[Stored data entries]

-- Opening Marker --

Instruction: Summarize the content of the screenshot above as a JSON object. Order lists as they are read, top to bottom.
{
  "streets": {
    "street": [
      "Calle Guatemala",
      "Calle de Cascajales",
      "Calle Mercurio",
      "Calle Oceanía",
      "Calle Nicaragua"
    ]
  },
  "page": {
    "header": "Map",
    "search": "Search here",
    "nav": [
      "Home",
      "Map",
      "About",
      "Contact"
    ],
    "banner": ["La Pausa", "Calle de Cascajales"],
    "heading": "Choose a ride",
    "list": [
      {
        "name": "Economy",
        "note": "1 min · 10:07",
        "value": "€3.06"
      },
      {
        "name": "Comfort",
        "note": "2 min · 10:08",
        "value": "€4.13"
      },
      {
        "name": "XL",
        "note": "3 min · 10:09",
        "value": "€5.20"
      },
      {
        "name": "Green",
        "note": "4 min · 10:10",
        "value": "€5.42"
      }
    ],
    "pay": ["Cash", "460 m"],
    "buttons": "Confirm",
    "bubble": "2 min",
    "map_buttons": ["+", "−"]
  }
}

-- Closing Marker --

Aim of the exercise
Please copy each line of the records above in which the word "value" can be found.

Response to this exercise
        "value": "€3.06"
        "value": "€4.13"
        "value": "€5.20"
        "value": "€5.42"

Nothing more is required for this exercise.